▸ What you need to do
Each line below must be set down exactly; omit any image you find.

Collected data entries
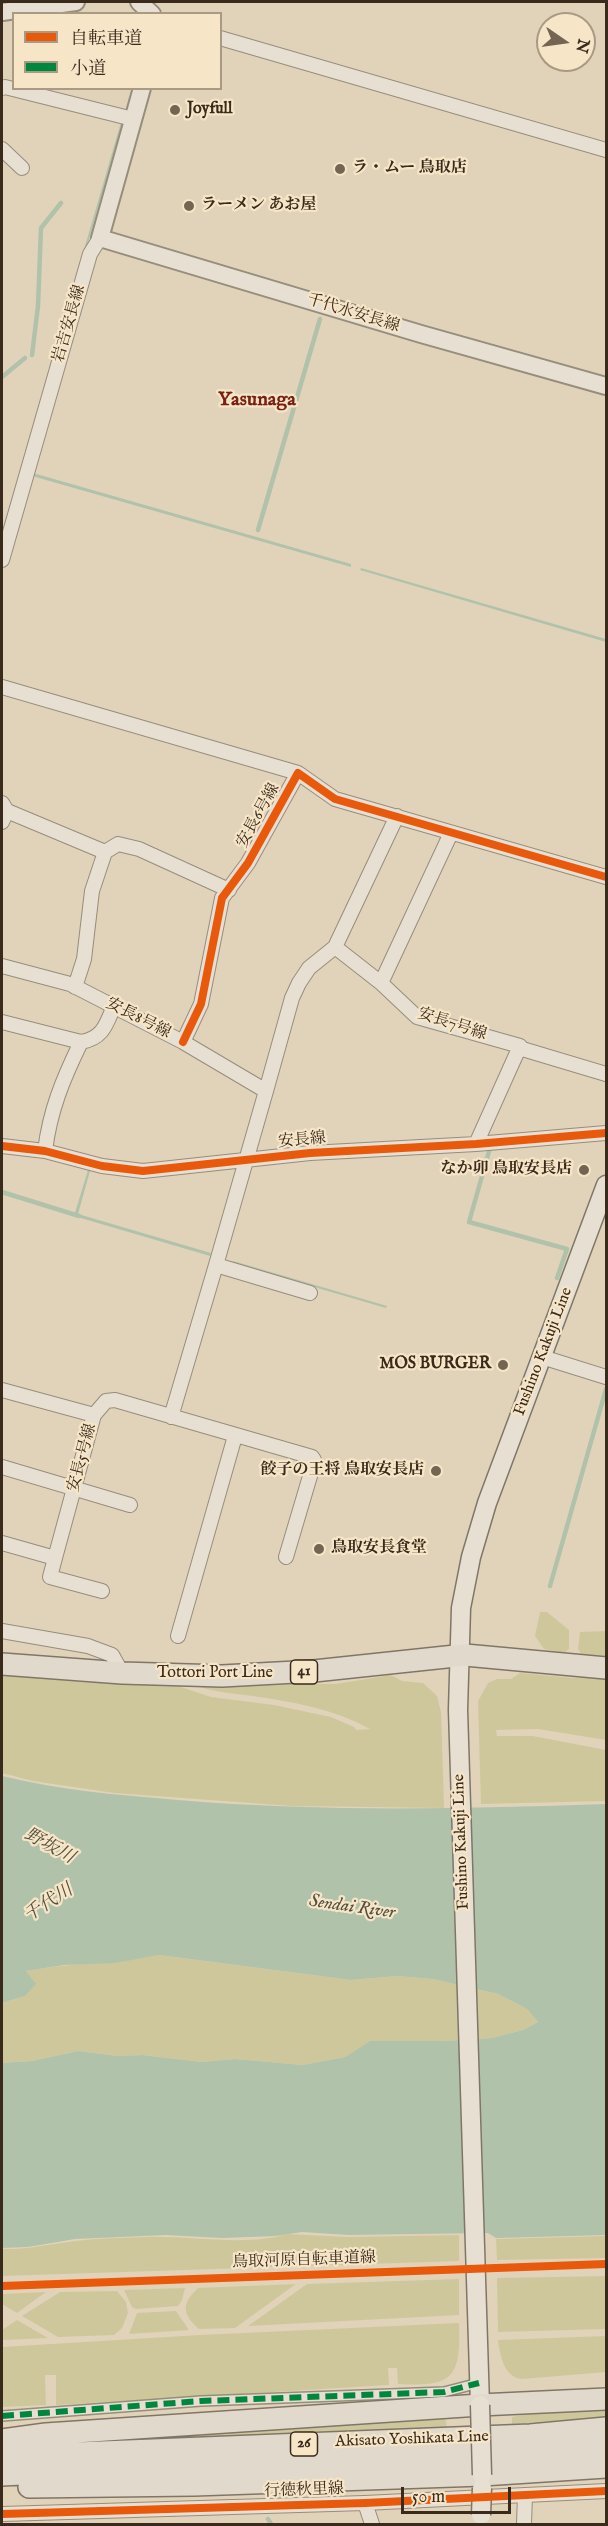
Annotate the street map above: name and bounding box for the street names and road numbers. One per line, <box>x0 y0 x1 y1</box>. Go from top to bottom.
street label: 岩吉安長線 <box>50 283 90 365</box>
street label: 千代水安長線 <box>304 291 402 337</box>
street label: 安長6号線 <box>233 780 285 852</box>
street label: 安長8号線 <box>102 994 174 1044</box>
street label: 安長7号線 <box>415 1005 489 1045</box>
street label: 安長線 <box>277 1129 327 1153</box>
street label: Fushino Kakuji Line <box>511 1285 577 1419</box>
street label: 安長5号線 <box>65 1422 101 1494</box>
road number: 41 <box>290 1660 318 1684</box>
street label: Tottori Port Line <box>157 1664 273 1684</box>
street label: Fushino Kakuji Line <box>450 1774 474 1910</box>
street label: 鳥取河原自転車道線 <box>232 2249 376 2273</box>
street label: Akisato Yoshikata Line <box>335 2428 489 2452</box>
road number: 26 <box>290 2432 318 2456</box>
street label: 行徳秋里線 <box>264 2480 344 2502</box>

▸ Exercise answer
Annotate the street map above: name and bounding box for the street names and road numbers. One per line, <box>x0 y0 x1 y1</box>. Go from top to bottom.
street label: 岩吉安長線 <box>50 283 90 365</box>
street label: 千代水安長線 <box>304 291 402 337</box>
street label: 安長6号線 <box>233 780 285 852</box>
street label: 安長8号線 <box>102 994 174 1044</box>
street label: 安長7号線 <box>415 1005 489 1045</box>
street label: 安長線 <box>277 1129 327 1153</box>
street label: Fushino Kakuji Line <box>511 1285 577 1419</box>
street label: 安長5号線 <box>65 1422 101 1494</box>
road number: 41 <box>290 1660 318 1684</box>
street label: Tottori Port Line <box>157 1664 273 1684</box>
street label: Fushino Kakuji Line <box>450 1774 474 1910</box>
street label: 鳥取河原自転車道線 <box>232 2249 376 2273</box>
street label: Akisato Yoshikata Line <box>335 2428 489 2452</box>
road number: 26 <box>290 2432 318 2456</box>
street label: 行徳秋里線 <box>264 2480 344 2502</box>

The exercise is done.